In the 70’s and 80’s sisterhood meant stealing my older sister’s diary and telling my younger sister all the juicy details. It meant tattling. It was Barbies. It was hunting for Easter eggs. It was building a raft to float a
river drainage ditch.
It seems I’ve been placed in a new category of sisterhood that five years ago I didn’t even know existed. Honestly, I kind of miss the days when ignorance was bliss.
It’s not that I don’t have commonalities with these new sisters. Chemotherapy. Radiation. Pink. Surgery. Scars. Pain. The list goes on and on.

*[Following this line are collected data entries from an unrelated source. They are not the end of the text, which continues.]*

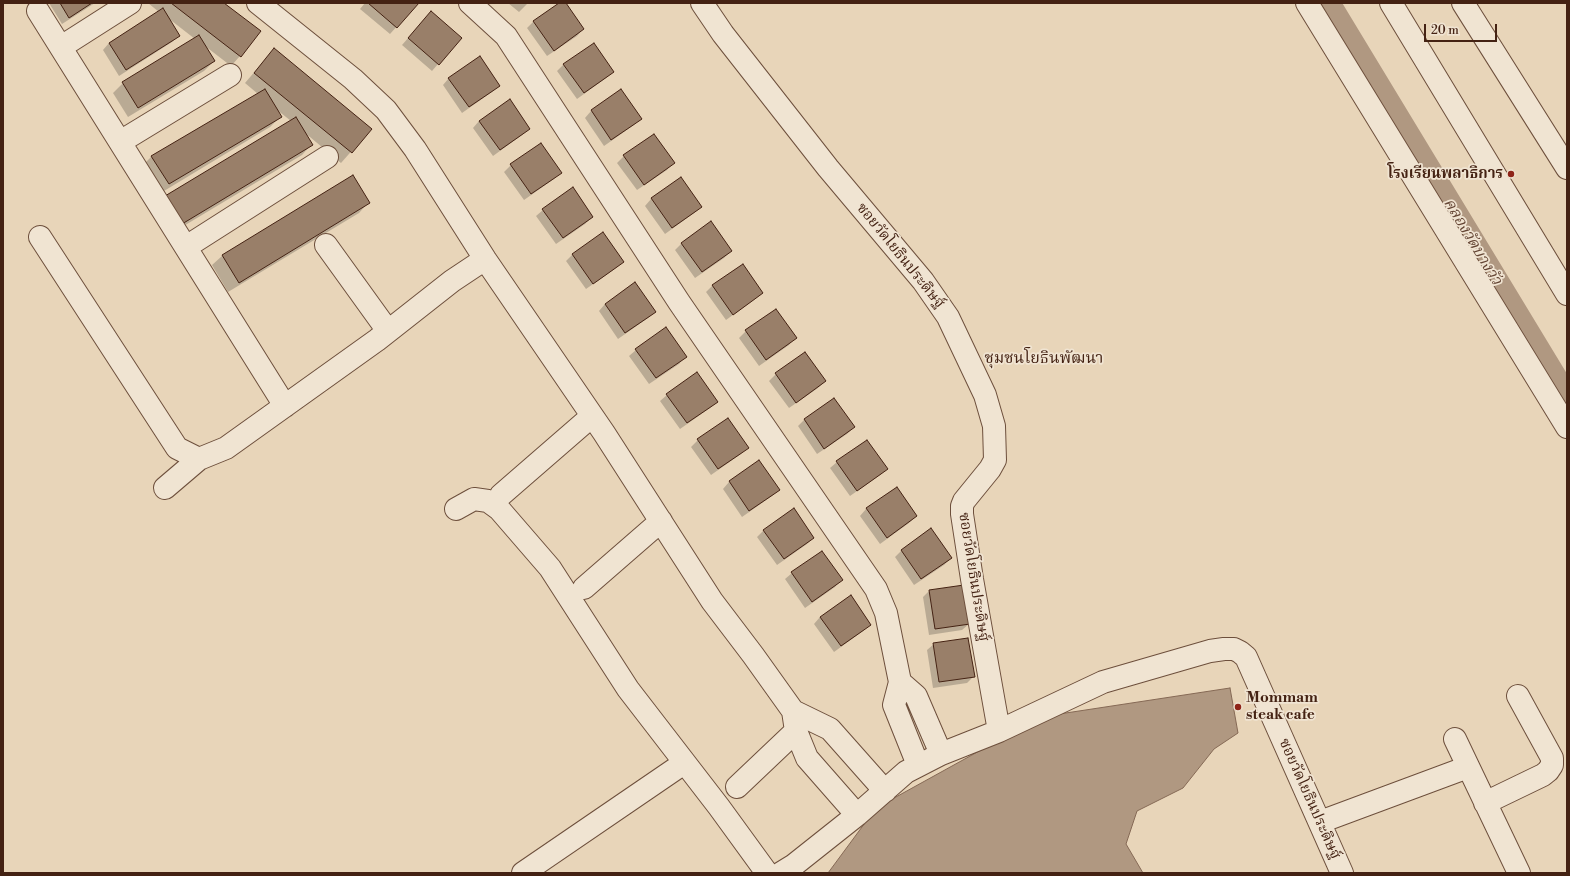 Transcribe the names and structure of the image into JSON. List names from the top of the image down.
{
  "streets": {
    "street": ["ซอยวัดโยธินประดิษฐ์"]
  },
  "districts": ["ชุมชนโยธินพัฒนา"],
  "water": ["คลองวัดบางวัว"],
  "places": ["โรงเรียนพลาธิการ", "Mommam steak cafe"],
  "scale_bar": "20 m"
}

I notice these new sisters at the grocery store. At the gas station. At doctors’ offices. We instantaneously recognize each other, which I don’t understand because my hair has long since grown back. How do they tell I’m one of them? Urgh, tell me how do I leave this club? Can I tell them I don’t really belong in this “exclusive” club? There must have been a mistake. No one in my family has had cancer. Seriously, it must have been a fluke. Let me out of here!
Nope. They won’t let me leave. They hug and embrace me (well, if I don’t hug and embrace them first!). They understand (and help) my fight to raise funds for breast cancer research. They listen to me when I tell them my aggravation with the American Cancer Society. We talk about doctors. We share tips. We speak in secret code that no one from the “outside” can understand.
We’re always praying that we’re closed to new members. To put is simply kiddo, we really don’t want you in our club. However, for me, I think I’m staying.